In classical mechanics, one can show that

$$\frac{\partial S}{\partial t} = -H,\tag{1} $$

where $$S=\int_0^t L(q, \dot{q}, t')dt'\tag{2} $$ is the action associated with a trajectory and $H$ is the Hamiltonian. $t$ is the final time of the trajectory under consideration. Using the path of least action to calculate the action $S$, this is proven in Landau and Lifschitz, Mechanics section 43.

Is this identity also true for general paths, not only limited to the path of least action? In particular, within a path integral formulation for quantum mechanics, is the following true?

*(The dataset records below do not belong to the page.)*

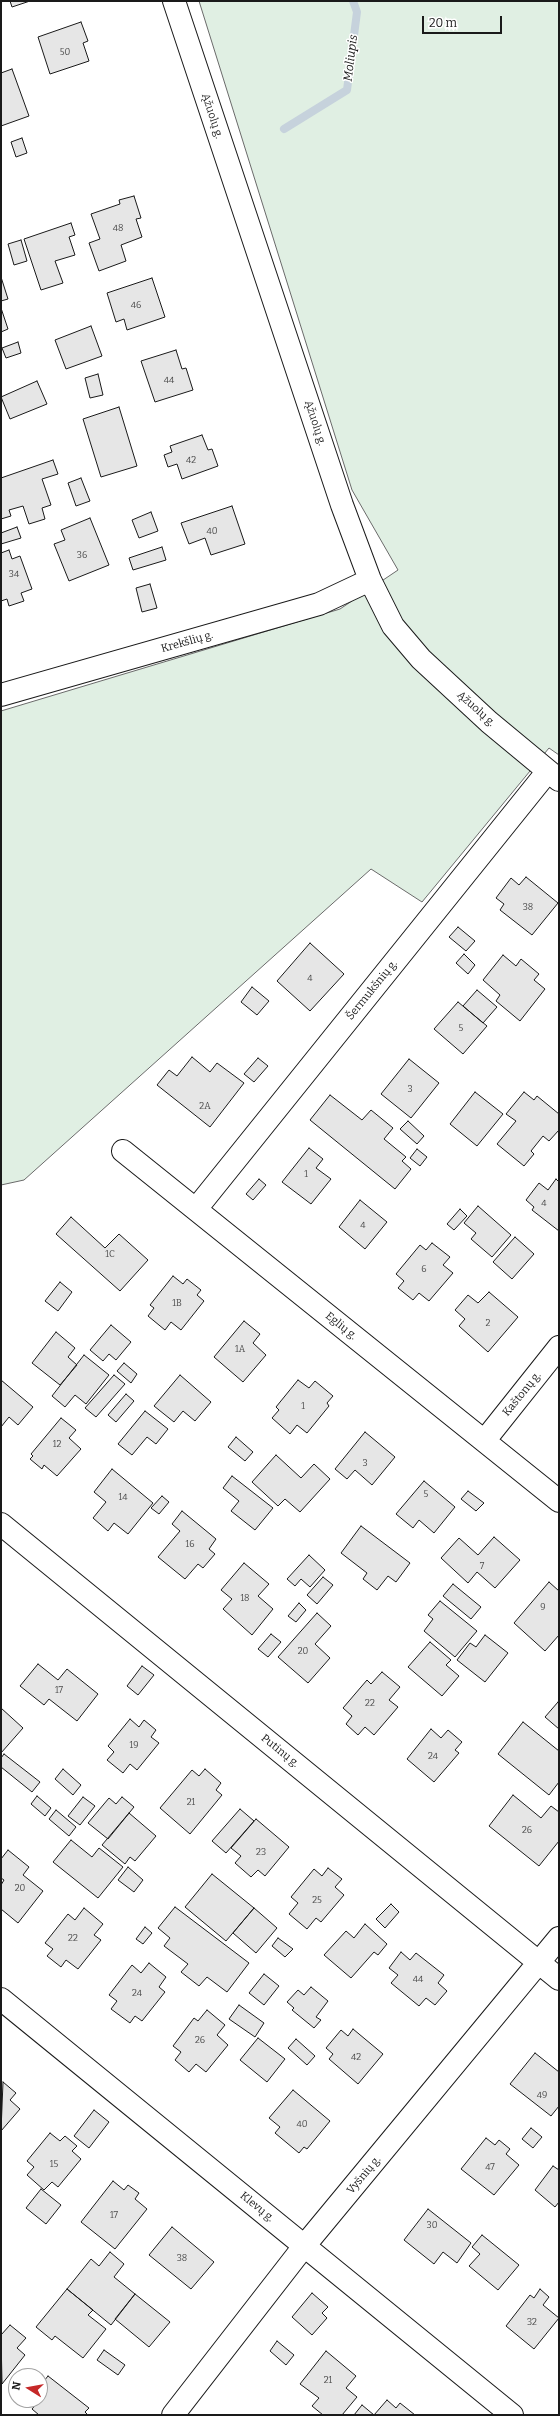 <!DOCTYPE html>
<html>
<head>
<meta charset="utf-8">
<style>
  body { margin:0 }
  #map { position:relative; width:560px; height:2416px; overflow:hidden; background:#fff; font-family:Bitter,serif }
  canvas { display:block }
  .frame { position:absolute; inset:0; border:2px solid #1a1a1a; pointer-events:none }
  .north { position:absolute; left:8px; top:2368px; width:40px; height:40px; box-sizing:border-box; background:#fff; border:1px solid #a3a3a3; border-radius:50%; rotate:281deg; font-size:11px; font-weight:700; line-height:16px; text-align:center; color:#1a1a1a }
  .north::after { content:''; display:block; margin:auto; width:14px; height:18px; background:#c62828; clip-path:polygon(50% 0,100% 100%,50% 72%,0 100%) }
  .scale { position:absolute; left:422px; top:16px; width:80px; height:18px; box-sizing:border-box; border:2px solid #1a1a1a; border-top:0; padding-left:5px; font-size:12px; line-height:14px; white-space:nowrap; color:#1a1a1a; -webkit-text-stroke:3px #fff; paint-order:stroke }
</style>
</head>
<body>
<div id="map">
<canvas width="560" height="2416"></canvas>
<div class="frame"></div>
<div class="north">N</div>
<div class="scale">20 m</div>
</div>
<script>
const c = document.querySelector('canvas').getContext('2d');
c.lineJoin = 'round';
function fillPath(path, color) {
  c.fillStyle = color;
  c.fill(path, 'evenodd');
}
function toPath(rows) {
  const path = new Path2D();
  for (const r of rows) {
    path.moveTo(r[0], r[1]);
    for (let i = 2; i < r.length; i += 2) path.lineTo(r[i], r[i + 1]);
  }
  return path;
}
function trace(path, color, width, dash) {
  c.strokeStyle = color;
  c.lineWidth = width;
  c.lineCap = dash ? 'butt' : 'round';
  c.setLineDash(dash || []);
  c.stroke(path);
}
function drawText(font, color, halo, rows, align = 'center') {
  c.font = font + ' Bitter,serif';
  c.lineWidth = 3;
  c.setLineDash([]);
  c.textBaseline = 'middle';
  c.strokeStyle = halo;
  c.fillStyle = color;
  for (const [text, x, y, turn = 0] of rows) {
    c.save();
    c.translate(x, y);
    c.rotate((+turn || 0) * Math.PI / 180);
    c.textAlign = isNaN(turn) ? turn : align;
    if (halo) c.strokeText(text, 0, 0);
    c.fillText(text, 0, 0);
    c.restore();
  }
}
const green = toPath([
  [199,1,559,1,559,755,549,748,422,902,371,869,24,1180,1,1185,1,711,340,609,398,570,352,490,199,1]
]);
fillPath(green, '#e0efe3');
trace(green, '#6a6a6a', 1);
trace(toPath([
  [284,129,347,90,357,12,353,1]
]), '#c6d2dc', 8);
const building = toPath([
  [10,1,30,1,12,7,10,1],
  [81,22,88,41,83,43,89,61,50,74,38,37,81,22],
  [12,69,29,116,1,126,1,73,12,69],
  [22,138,27,153,16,157,11,142,22,138],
  [134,196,141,218,136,219,142,237,121,245,126,261,99,271,89,243,100,239,91,214,120,204,119,200,134,196],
  [71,223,75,235,69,237,75,255,55,261,63,283,41,290,24,239,71,223],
  [21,240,27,261,14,265,8,244,21,240],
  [1,277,8,299,1,301,1,277],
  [152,278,165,317,127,330,124,319,116,322,107,293,152,278],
  [1,308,8,329,1,332,1,308],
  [91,326,102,356,66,369,55,340,91,326],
  [18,342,21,353,6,358,2,348,18,342],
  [176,350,182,369,186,368,193,390,155,402,141,361,176,350],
  [98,374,103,395,90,398,85,378,98,374],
  [37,381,47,404,10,419,1,397,37,381],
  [119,407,137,466,101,477,83,419,119,407],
  [202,435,208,450,212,449,218,466,182,479,177,464,168,467,164,455,172,452,170,446,202,435],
  [53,460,58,474,42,479,51,505,42,508,45,519,29,524,23,506,9,510,11,516,1,519,1,478,53,460],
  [81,478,90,501,76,506,68,483,81,478],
  [232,506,245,544,211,555,205,538,189,544,181,523,232,506],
  [151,512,158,531,139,538,132,520,151,512],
  [90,518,109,565,69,581,54,544,65,540,61,530,90,518],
  [17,527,21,538,1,544,1,533,17,527],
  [162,547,166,560,133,570,129,558,162,547],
  [9,550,12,559,20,556,32,589,21,593,24,601,9,606,7,599,1,601,1,553,9,550],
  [150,584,157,608,142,612,136,588,150,584],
  [526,877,558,903,532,935,500,910,504,904,496,898,511,878,519,885,526,877],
  [458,927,475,941,466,951,449,937,458,927],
  [310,943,344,974,310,1011,277,981,310,943],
  [464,954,475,965,468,974,456,963,464,954],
  [503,955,516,966,521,959,539,974,534,980,545,989,520,1021,496,1001,500,995,483,980,503,955],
  [252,987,269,1001,257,1015,241,1002,252,987],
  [477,990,497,1007,483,1023,463,1006,477,990],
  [458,1002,487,1026,463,1054,434,1029,458,1002],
  [192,1057,210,1072,217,1063,244,1083,210,1127,157,1085,169,1070,177,1076,192,1057],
  [258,1058,268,1066,254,1082,244,1074,258,1058],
  [409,1059,439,1083,411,1118,381,1094,409,1059],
  [475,1092,503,1114,477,1146,450,1124,475,1092],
  [524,1092,534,1100,537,1096,559,1114,559,1130,549,1141,543,1136,531,1151,534,1154,524,1166,497,1144,516,1121,506,1114,524,1092],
  [330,1095,362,1120,371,1110,393,1128,384,1139,406,1157,402,1161,411,1169,395,1189,310,1120,330,1095],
  [408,1121,424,1136,417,1144,400,1129,408,1121],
  [309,1148,323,1159,316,1168,331,1179,311,1204,282,1182,309,1148],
  [417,1149,427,1157,420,1166,410,1158,417,1149],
  [259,1179,266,1185,253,1200,246,1194,259,1179],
  [556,1179,559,1182,559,1231,532,1210,534,1207,526,1200,539,1183,548,1190,556,1179],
  [360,1200,387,1222,365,1249,339,1227,360,1200],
  [478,1206,511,1235,492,1257,471,1239,476,1233,464,1223,478,1206],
  [460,1209,467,1216,454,1230,447,1224,460,1209],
  [71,1217,105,1248,119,1234,148,1260,120,1291,56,1234,71,1217],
  [515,1237,534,1254,512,1279,493,1262,515,1237],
  [432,1243,450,1257,443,1265,453,1273,429,1301,419,1293,413,1300,398,1288,404,1281,396,1274,420,1245,426,1250,432,1243],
  [173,1276,183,1284,187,1279,201,1290,197,1295,204,1301,181,1330,171,1322,165,1330,148,1316,154,1308,150,1305,173,1276],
  [60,1282,72,1292,58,1311,45,1301,60,1282],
  [489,1292,518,1317,488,1352,459,1326,465,1319,455,1310,468,1295,478,1303,489,1292],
  [244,1321,260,1334,253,1343,266,1355,243,1382,214,1357,244,1321],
  [111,1325,131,1342,116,1360,109,1354,103,1361,90,1350,111,1325],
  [56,1332,75,1348,68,1357,77,1365,60,1385,32,1363,56,1332],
  [84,1355,109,1375,86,1404,75,1395,65,1407,52,1396,84,1355],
  [124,1363,137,1374,131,1383,117,1371,124,1363],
  [114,1375,125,1384,96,1417,85,1408,114,1375],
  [180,1375,211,1402,195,1421,183,1411,174,1422,154,1406,180,1375],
  [1,1380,33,1407,18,1425,9,1417,1,1427,1,1380],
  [298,1380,309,1388,315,1381,333,1396,327,1403,329,1406,307,1433,297,1425,290,1434,272,1418,279,1410,276,1407,298,1380],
  [126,1394,134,1401,116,1422,108,1415,126,1394],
  [145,1411,168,1429,156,1444,147,1437,132,1455,118,1444,145,1411],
  [61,1418,76,1430,69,1438,81,1449,57,1476,44,1465,42,1469,30,1459,33,1456,31,1454,61,1418],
  [365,1432,395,1457,372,1485,355,1470,347,1479,335,1469,365,1432],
  [236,1437,253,1452,245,1461,228,1447,236,1437],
  [276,1455,301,1478,314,1464,330,1479,300,1512,285,1499,278,1506,252,1482,276,1455],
  [112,1469,153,1503,128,1534,114,1523,108,1531,93,1518,106,1502,94,1492,112,1469],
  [232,1476,273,1508,255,1530,231,1511,239,1501,223,1488,232,1476],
  [424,1481,455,1507,434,1533,419,1520,413,1528,396,1514,424,1481],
  [468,1491,484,1503,476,1511,461,1499,468,1491],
  [162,1496,169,1502,159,1514,151,1508,162,1496],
  [182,1511,216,1539,209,1549,215,1554,203,1568,198,1564,185,1579,158,1557,180,1531,172,1524,182,1511],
  [361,1526,410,1563,396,1582,388,1576,377,1590,363,1579,367,1573,341,1553,361,1526],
  [494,1537,520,1560,495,1588,477,1572,468,1583,441,1558,459,1538,478,1555,494,1537],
  [309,1555,325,1570,310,1587,301,1579,295,1586,287,1579,309,1555],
  [244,1563,269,1584,258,1596,273,1609,252,1635,223,1609,232,1599,221,1590,244,1563],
  [323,1577,333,1585,317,1604,307,1595,323,1577],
  [549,1582,559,1591,559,1635,545,1651,514,1623,549,1582],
  [453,1584,481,1607,471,1619,443,1596,453,1584],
  [440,1601,477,1631,455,1657,424,1631,433,1619,428,1615,440,1601],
  [299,1603,306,1610,296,1622,288,1616,299,1603],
  [317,1613,331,1626,315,1644,330,1658,308,1683,278,1657,317,1613],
  [271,1634,281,1642,268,1657,258,1649,271,1634],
  [485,1635,508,1653,485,1682,457,1660,470,1643,476,1647,485,1635],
  [430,1642,451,1660,446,1665,459,1676,442,1696,408,1667,430,1642],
  [38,1664,58,1680,67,1669,98,1694,77,1721,49,1699,44,1705,20,1686,38,1664],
  [142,1666,154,1675,138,1695,127,1686,142,1666],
  [382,1672,400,1687,389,1700,398,1707,374,1735,365,1727,358,1735,346,1724,352,1716,343,1708,367,1680,371,1684,382,1672],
  [558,1702,559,1702,559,1729,545,1717,558,1702],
  [1,1708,23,1728,1,1753,1,1708],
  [130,1719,139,1727,144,1720,156,1730,151,1737,159,1743,137,1770,130,1764,123,1773,107,1760,114,1752,108,1746,130,1719],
  [523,1722,559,1751,559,1782,549,1795,498,1754,523,1722],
  [431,1729,441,1738,448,1730,462,1742,455,1750,459,1753,434,1782,407,1759,431,1729],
  [4,1754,40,1782,32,1792,1,1767,1,1758,4,1754],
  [63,1769,81,1785,73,1795,55,1779,63,1769],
  [205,1769,221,1783,216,1790,222,1795,190,1834,160,1808,192,1770,199,1776,205,1769],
  [513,1795,541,1818,551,1806,559,1812,559,1841,539,1866,489,1826,513,1795],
  [37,1796,51,1808,45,1816,31,1804,37,1796],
  [83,1797,95,1806,80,1825,68,1816,83,1797],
  [122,1797,134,1807,108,1839,88,1823,109,1798,116,1804,122,1797],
  [240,1809,254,1821,226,1853,212,1841,240,1809],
  [56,1810,76,1827,69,1836,49,1819,56,1810],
  [129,1813,156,1836,135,1861,130,1857,125,1864,102,1845,129,1813],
  [256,1819,289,1847,265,1876,258,1870,251,1877,235,1863,241,1856,231,1848,256,1819],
  [71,1840,92,1857,99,1848,123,1867,98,1898,53,1862,71,1840],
  [8,1850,29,1867,23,1875,43,1891,18,1923,1,1909,1,1885,4,1880,1,1878,1,1859,8,1850],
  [128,1867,143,1880,134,1892,118,1880,128,1867],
  [328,1868,342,1879,335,1887,344,1895,321,1922,316,1918,307,1929,289,1914,298,1903,291,1897,314,1869,322,1876,328,1868],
  [212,1874,254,1908,226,1941,185,1907,212,1874],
  [391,1904,399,1912,385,1928,376,1919,391,1904],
  [175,1907,249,1963,227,1992,207,1977,199,1986,181,1972,188,1964,164,1946,170,1938,158,1928,175,1907],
  [84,1908,103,1924,94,1935,101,1940,78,1969,66,1960,61,1967,47,1956,53,1949,45,1943,68,1914,75,1920,84,1908],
  [254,1908,277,1928,256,1953,233,1933,254,1908],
  [365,1924,387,1944,378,1955,374,1952,351,1978,324,1955,346,1931,354,1938,365,1924],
  [145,1927,152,1933,143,1944,136,1939,145,1927],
  [278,1938,293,1949,285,1957,272,1946,278,1938],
  [401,1952,410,1960,416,1953,444,1975,438,1983,447,1991,435,2005,426,1998,419,2006,391,1983,398,1975,389,1968,401,1952],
  [149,1963,166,1977,159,1987,165,1992,142,2021,135,2016,130,2023,111,2009,117,2001,109,1995,132,1965,141,1973,149,1963],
  [264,1974,279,1986,264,2005,249,1993,264,1974],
  [311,1987,328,2001,316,2017,321,2020,314,2028,292,2010,294,2008,287,2002,298,1990,304,1995,311,1987],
  [239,2005,264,2023,255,2037,229,2019,239,2005],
  [207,2010,225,2025,217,2035,228,2045,206,2072,196,2064,189,2072,175,2060,181,2052,173,2046,194,2018,198,2021,207,2010],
  [353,2029,383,2054,358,2084,329,2059,333,2054,326,2048,341,2030,348,2036,353,2029],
  [258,2038,285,2059,267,2082,240,2060,258,2038],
  [296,2039,315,2056,307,2065,288,2048,296,2039],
  [535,2053,559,2072,559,2106,551,2116,510,2084,535,2053],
  [3,2082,16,2093,10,2100,20,2109,1,2131,3,2082],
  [293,2090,330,2121,307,2149,304,2147,299,2153,275,2133,280,2127,269,2118,293,2090],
  [94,2110,109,2122,89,2148,74,2136,94,2110],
  [531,2128,542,2137,533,2148,522,2139,531,2128],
  [50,2133,60,2141,65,2136,77,2146,72,2151,81,2159,58,2187,52,2182,44,2190,27,2175,34,2167,27,2161,50,2133],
  [486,2138,495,2145,499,2140,510,2149,506,2154,519,2165,494,2195,461,2169,486,2138],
  [553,2166,559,2170,559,2202,555,2207,535,2190,553,2166],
  [113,2181,124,2190,128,2185,139,2193,135,2199,147,2209,115,2249,81,2222,113,2181],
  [41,2189,61,2205,46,2224,26,2208,41,2189],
  [428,2209,471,2243,457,2263,443,2252,434,2264,404,2240,428,2209],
  [172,2227,214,2262,191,2289,149,2255,172,2227],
  [482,2235,519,2265,498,2290,469,2266,480,2254,472,2247,482,2235],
  [110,2252,124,2264,114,2277,135,2294,111,2325,67,2289,91,2259,99,2266,110,2252],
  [67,2289,93,2310,88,2315,106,2329,83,2358,55,2336,52,2340,36,2327,67,2289],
  [540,2289,549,2297,543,2305,559,2318,534,2349,506,2326,530,2295,534,2298,540,2289],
  [312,2293,328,2307,322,2313,327,2318,312,2335,292,2317,312,2293],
  [135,2294,170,2322,149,2347,115,2319,135,2294],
  [10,2325,26,2338,17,2348,25,2355,2,2384,1,2335,10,2325],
  [277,2341,294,2355,286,2365,270,2351,277,2341],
  [104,2350,125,2365,118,2375,97,2360,104,2350],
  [326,2351,356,2376,346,2388,357,2397,342,2415,323,2415,312,2406,319,2398,300,2384,326,2351],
  [48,2376,89,2408,85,2412,88,2415,39,2415,32,2409,37,2403,33,2400,40,2400,40,2386,48,2376],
  [387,2400,396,2408,400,2403,415,2415,374,2415,387,2400],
  [362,2405,374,2415,354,2415,362,2405]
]);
fillPath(building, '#e6e6e6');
trace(building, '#1a1a1a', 1);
const minor = toPath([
  [174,1,342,505,370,580,393,626,421,659,489,722,559,780],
  [1,695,319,604,370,580],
  [123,1151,559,1501],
  [196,1209,548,771],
  [485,1440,559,1347],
  [1,1524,559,1979],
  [1,1999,512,2415],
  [173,2415,305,2245,559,1938]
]);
trace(minor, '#1a1a1a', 24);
trace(minor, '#fff', 22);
drawText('9px', '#4d4d4d', null, [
  ["50",65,52],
  ["48",118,228],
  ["46",136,305],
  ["44",169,380],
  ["42",191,460],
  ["40",212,531],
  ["36",82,555],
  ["34",14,574],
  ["38",528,907],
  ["4",310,978],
  ["5",461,1028],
  ["3",410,1089],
  ["2A",205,1106],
  ["1",306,1174],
  ["4",544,1203],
  ["4",363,1225],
  ["1C",110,1254],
  ["6",424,1269],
  ["1B",177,1303],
  ["2",488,1323],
  ["1A",240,1349],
  ["1",303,1406],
  ["12",57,1444],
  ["3",365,1463],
  ["5",426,1494],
  ["14",123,1497],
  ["16",190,1544],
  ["7",482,1566],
  ["18",245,1598],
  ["9",543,1607],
  ["20",303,1651],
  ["17",59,1690],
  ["22",370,1703],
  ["19",134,1745],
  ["24",433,1756],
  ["21",191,1802],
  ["26",527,1830],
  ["23",261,1852],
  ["20",20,1888],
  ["25",317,1900],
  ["22",73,1938],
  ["44",418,1979],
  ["24",137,1993],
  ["26",200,2040],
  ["42",356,2057],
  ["49",542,2095],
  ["40",302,2124],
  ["15",54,2164],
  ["47",490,2167],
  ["17",114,2215],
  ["30",432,2225],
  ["38",182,2258],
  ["32",532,2322],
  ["21",328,2380]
]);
drawText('11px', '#1a1a1a', '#fff', [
  ["Ąžuolų g.",212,116,72],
  ["Ąžuolų g.",315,423,72],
  ["Krekšlių g.",187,642,-16],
  ["Ąžuolų g.",476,709,42],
  ["Šermukšnių g.",372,990,-51],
  ["Eglių g.",341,1326,39],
  ["Kaštonų g.",522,1394,-51],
  ["Putinų g.",280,1751,39],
  ["Vyšnių g.",364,2175,-50],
  ["Klevų g.",257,2207,39]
]);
drawText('italic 12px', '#1a1a1a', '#fff', [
  ["Moliupis",351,58,-83]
]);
</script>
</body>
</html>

$$\frac{\partial}{\partial t}\biggr[\int \mathcal{Dq}e^{iS[q]/\hbar}\biggr]=\int \mathcal{Dq}\frac{-i}{\hbar}H[q]e^{iS[q]/\hbar}\tag{3} $$

If possible, I am looking for a simple proof of the first identity shown above that does not rely on the principle of least action.

  • $\begingroup$ The first identity can also be derived using canonical transformation as you can find here. $\endgroup$ – Victor Palea Sep 23 '17 at 23:57
  • $\begingroup$ The source you cited relies on Hamilton's equations, and therefore it seems to me that this is a classical result. Can you provide a derivation that does not rely explicitly or implicitly on the principle of least action? $\endgroup$ – Ian Sep 24 '17 at 0:19
  • $\begingroup$ This post (v1) could need some clarification. E.g.: What is $t$ in the two equations? The final time of a path? What variables does $S$ and $H$ depend on? $\endgroup$ – Qmechanic Sep 24 '17 at 11:41
  • $\begingroup$ @Qmechanic, does that edit answer your question? Here the Hamiltonian is defined as the usual Legendre transform of the Lagrangian. $\endgroup$ – Ian Sep 24 '17 at 19:33
  1. OP's eq. (1) can mean different things depending on context, e.g. the Hamilton-Jacobi equation. However, because OP is referring to $\S43$ in Ref. 1, it becomes clear that he is talking about the Dirichlet on-shell action function $$S(q_f,t_f; q_i, t_i),$$ see e.g. this Phys.SE post. Eq. (1) becomes $$ \frac{\partial S}{\partial t_f}~=~-h_f, \tag{1} $$ which is proven in a Lemma of my Phys.SE answer here. Here $h_f$ is the Lagrangian energy at the final time $t_f$. ($h_f$ is technically speaking not the Hamiltonian as this is purely a Lagrangian construction.)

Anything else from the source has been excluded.